→ Stored records
== Segment start ==
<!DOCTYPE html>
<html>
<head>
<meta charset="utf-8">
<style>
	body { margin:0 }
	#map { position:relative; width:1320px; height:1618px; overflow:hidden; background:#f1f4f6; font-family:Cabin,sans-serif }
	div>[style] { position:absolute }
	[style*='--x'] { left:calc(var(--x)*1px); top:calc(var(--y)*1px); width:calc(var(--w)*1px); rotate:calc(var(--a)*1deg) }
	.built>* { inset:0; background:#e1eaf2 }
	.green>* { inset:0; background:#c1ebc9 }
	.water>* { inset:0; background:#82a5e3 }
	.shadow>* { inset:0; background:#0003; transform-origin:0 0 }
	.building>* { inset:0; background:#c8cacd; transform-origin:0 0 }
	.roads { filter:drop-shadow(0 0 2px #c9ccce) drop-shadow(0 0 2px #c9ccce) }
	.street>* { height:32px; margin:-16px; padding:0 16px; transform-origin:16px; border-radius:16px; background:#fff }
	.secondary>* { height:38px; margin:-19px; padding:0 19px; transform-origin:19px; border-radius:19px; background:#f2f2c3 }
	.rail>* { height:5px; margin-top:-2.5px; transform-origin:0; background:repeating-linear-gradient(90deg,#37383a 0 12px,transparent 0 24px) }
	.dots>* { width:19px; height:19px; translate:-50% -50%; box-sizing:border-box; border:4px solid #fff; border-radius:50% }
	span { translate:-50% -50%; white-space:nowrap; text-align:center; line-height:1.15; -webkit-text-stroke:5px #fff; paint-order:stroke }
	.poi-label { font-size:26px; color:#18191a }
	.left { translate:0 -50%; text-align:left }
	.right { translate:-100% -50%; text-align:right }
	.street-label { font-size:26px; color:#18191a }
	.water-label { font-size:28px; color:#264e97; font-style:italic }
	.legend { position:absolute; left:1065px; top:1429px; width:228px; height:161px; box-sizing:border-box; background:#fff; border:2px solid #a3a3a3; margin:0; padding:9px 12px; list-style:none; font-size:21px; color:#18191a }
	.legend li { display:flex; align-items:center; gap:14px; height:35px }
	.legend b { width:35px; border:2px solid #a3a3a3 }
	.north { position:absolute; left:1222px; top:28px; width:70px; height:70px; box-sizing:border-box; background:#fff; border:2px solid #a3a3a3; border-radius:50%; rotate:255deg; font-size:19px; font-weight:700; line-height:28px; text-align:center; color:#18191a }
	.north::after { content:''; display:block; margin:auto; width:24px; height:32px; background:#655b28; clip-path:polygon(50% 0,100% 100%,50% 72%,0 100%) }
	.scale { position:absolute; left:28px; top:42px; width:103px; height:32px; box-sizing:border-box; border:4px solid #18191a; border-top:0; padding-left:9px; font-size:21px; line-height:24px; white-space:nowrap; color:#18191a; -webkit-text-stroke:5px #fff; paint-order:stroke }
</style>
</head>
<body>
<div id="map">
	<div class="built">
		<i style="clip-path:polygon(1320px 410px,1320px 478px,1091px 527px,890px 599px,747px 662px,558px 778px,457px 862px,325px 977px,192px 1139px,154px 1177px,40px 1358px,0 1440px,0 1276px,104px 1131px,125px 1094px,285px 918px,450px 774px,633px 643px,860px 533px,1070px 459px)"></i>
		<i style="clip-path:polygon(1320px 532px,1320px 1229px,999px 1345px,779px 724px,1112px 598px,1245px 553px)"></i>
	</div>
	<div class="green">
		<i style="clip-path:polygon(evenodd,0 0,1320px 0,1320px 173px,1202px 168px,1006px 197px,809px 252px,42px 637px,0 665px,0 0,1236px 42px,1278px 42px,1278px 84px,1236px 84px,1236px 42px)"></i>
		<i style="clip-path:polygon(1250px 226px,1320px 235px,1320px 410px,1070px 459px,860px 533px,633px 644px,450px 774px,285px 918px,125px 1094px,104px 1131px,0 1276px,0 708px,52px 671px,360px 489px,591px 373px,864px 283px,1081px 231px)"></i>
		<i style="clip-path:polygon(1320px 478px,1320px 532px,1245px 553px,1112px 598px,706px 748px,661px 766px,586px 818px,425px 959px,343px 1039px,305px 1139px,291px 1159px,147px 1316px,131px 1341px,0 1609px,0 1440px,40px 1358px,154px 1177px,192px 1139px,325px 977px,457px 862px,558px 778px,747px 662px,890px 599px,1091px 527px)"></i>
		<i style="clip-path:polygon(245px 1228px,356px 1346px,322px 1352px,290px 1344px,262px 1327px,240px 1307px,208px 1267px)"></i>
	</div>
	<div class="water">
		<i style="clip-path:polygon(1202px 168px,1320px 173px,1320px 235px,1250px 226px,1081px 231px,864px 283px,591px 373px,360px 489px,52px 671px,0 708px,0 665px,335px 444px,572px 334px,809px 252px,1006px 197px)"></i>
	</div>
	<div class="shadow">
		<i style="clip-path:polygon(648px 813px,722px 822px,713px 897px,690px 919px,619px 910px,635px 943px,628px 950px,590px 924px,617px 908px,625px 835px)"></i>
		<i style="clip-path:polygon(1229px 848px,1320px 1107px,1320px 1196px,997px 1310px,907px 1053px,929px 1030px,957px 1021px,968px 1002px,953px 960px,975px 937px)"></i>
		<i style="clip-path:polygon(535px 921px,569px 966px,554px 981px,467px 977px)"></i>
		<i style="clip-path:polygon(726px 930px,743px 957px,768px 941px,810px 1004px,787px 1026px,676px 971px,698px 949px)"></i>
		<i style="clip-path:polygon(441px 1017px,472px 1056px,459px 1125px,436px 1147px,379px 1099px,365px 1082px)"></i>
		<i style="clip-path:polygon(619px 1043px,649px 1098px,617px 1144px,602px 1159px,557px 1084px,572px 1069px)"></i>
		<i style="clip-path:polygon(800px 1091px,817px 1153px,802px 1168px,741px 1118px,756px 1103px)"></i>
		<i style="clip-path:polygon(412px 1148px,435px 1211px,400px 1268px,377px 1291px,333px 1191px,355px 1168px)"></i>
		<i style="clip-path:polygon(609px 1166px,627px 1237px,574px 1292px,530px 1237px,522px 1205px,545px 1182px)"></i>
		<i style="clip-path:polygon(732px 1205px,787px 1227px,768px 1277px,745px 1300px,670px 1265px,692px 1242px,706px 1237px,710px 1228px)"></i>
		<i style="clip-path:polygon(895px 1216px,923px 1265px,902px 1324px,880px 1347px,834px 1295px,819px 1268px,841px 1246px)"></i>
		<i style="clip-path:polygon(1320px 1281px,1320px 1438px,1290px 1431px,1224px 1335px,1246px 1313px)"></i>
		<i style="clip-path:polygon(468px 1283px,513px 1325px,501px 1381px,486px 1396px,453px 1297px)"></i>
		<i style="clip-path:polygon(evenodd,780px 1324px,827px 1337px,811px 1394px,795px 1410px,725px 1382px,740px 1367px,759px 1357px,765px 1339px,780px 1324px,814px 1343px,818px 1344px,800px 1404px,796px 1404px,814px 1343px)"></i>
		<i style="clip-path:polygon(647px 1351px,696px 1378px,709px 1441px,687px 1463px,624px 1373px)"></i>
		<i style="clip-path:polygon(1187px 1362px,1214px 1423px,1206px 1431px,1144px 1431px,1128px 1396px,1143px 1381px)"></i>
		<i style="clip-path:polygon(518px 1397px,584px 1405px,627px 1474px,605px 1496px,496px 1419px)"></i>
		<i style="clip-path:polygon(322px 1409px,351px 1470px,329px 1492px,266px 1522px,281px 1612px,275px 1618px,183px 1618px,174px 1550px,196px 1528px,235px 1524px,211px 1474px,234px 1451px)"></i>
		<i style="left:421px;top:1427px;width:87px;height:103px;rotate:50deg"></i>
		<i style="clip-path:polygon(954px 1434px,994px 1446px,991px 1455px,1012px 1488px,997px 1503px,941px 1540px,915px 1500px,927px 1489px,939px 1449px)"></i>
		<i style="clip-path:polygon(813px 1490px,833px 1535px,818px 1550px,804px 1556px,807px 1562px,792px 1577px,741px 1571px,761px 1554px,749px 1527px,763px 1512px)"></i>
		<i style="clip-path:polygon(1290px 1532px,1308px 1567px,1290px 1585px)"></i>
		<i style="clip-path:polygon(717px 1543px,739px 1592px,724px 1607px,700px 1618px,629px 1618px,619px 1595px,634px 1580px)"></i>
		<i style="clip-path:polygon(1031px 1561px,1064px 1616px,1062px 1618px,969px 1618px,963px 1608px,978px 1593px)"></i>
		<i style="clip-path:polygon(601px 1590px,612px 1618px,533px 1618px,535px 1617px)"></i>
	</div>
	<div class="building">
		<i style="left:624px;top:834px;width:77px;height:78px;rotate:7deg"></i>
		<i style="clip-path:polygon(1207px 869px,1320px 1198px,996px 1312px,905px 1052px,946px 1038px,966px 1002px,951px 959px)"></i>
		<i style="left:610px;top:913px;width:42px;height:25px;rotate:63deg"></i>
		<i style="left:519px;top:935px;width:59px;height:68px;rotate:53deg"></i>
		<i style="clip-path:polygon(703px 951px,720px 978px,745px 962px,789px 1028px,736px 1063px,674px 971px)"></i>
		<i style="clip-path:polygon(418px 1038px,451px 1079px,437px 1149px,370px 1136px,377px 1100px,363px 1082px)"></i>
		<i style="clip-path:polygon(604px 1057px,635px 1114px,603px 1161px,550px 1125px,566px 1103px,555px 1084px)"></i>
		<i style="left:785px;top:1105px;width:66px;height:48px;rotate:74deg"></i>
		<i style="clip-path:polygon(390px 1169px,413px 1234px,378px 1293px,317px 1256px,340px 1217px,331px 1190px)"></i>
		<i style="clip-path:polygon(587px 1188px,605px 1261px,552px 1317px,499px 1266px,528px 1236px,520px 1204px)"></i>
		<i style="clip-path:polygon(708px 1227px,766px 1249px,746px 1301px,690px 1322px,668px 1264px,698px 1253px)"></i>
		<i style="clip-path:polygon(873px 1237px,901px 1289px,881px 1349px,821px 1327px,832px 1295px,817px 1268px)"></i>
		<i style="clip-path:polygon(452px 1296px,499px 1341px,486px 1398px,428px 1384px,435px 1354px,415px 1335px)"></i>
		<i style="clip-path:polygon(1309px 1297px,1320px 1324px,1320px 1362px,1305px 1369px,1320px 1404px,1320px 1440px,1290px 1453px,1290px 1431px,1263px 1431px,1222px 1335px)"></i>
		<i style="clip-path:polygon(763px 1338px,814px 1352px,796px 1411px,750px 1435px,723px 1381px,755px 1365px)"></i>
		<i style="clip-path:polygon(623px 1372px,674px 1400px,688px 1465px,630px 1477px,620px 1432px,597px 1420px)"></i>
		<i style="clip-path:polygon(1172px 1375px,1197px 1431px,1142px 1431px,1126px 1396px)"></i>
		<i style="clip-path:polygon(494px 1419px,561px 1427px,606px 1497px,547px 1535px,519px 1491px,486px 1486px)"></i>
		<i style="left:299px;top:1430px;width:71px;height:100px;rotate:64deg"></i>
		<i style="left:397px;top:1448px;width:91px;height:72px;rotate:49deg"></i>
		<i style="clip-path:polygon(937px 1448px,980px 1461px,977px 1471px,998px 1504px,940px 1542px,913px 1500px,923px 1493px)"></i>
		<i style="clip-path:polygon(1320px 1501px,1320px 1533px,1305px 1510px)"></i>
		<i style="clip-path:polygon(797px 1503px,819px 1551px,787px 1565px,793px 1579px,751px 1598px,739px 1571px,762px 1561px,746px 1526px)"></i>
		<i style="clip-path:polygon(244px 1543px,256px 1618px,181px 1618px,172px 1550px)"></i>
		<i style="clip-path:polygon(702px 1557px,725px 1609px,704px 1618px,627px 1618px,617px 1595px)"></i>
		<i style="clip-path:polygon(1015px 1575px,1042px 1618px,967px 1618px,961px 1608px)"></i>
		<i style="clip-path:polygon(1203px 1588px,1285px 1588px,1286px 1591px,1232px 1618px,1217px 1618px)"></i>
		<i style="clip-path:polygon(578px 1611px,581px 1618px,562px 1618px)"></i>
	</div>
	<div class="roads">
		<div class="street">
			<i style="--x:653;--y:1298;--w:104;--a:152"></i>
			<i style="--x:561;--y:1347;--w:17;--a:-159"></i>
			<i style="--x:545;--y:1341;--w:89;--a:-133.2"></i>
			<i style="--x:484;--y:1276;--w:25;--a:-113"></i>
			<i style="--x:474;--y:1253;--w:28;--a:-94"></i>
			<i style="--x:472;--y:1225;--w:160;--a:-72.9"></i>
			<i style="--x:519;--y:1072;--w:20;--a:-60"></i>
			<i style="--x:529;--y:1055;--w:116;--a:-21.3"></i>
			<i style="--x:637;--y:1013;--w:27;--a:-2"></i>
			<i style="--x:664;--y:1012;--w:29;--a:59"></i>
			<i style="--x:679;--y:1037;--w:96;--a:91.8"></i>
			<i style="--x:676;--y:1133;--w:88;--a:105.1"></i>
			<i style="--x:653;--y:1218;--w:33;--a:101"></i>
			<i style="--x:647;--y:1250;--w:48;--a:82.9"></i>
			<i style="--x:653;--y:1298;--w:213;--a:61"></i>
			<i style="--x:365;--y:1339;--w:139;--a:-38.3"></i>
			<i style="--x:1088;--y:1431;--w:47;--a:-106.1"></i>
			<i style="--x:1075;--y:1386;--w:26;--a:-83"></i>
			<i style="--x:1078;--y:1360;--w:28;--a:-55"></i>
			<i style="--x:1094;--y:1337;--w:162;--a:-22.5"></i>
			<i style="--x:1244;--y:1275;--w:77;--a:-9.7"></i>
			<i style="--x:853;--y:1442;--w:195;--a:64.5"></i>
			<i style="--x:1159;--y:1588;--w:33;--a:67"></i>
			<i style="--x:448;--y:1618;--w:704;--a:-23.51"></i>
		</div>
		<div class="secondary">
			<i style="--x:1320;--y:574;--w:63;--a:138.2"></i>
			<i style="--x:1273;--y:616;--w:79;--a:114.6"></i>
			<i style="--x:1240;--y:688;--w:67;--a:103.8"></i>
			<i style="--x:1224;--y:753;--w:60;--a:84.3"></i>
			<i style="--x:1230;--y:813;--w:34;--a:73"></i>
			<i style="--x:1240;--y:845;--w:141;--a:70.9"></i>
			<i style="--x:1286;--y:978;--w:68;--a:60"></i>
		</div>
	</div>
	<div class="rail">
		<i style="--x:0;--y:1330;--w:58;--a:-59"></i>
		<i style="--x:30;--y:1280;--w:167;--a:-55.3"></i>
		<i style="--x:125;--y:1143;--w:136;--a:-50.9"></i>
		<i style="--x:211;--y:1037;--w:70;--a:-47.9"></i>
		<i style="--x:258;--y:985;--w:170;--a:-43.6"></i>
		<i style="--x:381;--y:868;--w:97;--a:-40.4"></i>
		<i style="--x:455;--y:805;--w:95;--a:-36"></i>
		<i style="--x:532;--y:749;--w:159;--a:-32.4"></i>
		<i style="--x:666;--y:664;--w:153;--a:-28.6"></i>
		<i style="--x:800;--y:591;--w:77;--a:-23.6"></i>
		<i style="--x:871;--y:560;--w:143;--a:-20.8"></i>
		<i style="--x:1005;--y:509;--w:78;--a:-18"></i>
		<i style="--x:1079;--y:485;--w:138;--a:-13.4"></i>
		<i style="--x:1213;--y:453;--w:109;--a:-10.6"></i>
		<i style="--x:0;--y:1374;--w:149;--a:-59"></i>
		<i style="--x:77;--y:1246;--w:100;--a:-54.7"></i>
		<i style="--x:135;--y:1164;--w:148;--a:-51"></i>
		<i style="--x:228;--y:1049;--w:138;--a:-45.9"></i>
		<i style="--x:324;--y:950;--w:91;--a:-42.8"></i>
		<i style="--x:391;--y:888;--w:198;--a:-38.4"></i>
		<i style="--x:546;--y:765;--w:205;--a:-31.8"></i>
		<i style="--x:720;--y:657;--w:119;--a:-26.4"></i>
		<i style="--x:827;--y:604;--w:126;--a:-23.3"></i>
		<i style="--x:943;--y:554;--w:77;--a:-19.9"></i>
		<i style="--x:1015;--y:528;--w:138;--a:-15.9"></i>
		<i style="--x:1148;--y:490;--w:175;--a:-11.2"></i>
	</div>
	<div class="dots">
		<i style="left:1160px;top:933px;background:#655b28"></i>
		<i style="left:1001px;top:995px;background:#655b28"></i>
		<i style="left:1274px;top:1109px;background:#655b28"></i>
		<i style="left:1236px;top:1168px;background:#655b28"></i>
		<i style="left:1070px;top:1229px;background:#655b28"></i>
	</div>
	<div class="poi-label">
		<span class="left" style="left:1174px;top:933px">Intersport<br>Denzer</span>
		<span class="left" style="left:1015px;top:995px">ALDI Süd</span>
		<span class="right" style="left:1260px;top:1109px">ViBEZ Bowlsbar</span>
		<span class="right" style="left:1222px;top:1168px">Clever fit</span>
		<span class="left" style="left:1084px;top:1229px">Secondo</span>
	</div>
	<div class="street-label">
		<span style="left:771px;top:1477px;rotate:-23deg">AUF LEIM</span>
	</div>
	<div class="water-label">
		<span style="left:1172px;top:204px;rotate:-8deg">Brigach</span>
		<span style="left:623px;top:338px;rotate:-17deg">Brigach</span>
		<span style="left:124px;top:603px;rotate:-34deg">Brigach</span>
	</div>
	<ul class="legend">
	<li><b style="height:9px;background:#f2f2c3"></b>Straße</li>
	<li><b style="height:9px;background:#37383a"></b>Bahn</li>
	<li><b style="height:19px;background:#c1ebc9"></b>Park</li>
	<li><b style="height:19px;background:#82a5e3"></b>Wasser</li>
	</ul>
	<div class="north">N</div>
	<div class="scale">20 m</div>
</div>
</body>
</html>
== Segment end ==
Return the entries above unchanged, starting at the first line and stopping after the line with "filter:drop-shadow(0 0 2px".

→ Result of this exercise
<!DOCTYPE html>
<html>
<head>
<meta charset="utf-8">
<style>
	body { margin:0 }
	#map { position:relative; width:1320px; height:1618px; overflow:hidden; background:#f1f4f6; font-family:Cabin,sans-serif }
	div>[style] { position:absolute }
	[style*='--x'] { left:calc(var(--x)*1px); top:calc(var(--y)*1px); width:calc(var(--w)*1px); rotate:calc(var(--a)*1deg) }
	.built>* { inset:0; background:#e1eaf2 }
	.green>* { inset:0; background:#c1ebc9 }
	.water>* { inset:0; background:#82a5e3 }
	.shadow>* { inset:0; background:#0003; transform-origin:0 0 }
	.building>* { inset:0; background:#c8cacd; transform-origin:0 0 }
	.roads { filter:drop-shadow(0 0 2px #c9ccce) drop-shadow(0 0 2px #c9ccce) }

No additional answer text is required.